• _Data section_
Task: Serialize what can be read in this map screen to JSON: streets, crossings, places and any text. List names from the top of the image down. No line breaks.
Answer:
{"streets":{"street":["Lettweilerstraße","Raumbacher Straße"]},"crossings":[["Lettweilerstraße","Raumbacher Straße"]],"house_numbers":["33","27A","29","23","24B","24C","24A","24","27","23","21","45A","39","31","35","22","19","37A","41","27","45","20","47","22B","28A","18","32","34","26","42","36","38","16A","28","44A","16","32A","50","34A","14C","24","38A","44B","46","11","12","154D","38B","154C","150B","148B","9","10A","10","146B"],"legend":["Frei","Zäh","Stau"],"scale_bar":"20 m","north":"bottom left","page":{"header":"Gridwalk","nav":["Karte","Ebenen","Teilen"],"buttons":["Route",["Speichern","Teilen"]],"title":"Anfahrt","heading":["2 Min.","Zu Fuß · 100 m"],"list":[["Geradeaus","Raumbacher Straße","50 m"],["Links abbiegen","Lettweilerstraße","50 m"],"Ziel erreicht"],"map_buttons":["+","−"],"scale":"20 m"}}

• _What you have to do_
Transcribe the data above so that every line matches exactly.

• _Response for this exercise_
Task: Serialize what can be read in this map screen to JSON: streets, crossings, places and any text. List names from the top of the image down. No line breaks.
Answer:
{"streets":{"street":["Lettweilerstraße","Raumbacher Straße"]},"crossings":[["Lettweilerstraße","Raumbacher Straße"]],"house_numbers":["33","27A","29","23","24B","24C","24A","24","27","23","21","45A","39","31","35","22","19","37A","41","27","45","20","47","22B","28A","18","32","34","26","42","36","38","16A","28","44A","16","32A","50","34A","14C","24","38A","44B","46","11","12","154D","38B","154C","150B","148B","9","10A","10","146B"],"legend":["Frei","Zäh","Stau"],"scale_bar":"20 m","north":"bottom left","page":{"header":"Gridwalk","nav":["Karte","Ebenen","Teilen"],"buttons":["Route",["Speichern","Teilen"]],"title":"Anfahrt","heading":["2 Min.","Zu Fuß · 100 m"],"list":[["Geradeaus","Raumbacher Straße","50 m"],["Links abbiegen","Lettweilerstraße","50 m"],"Ziel erreicht"],"map_buttons":["+","−"],"scale":"20 m"}}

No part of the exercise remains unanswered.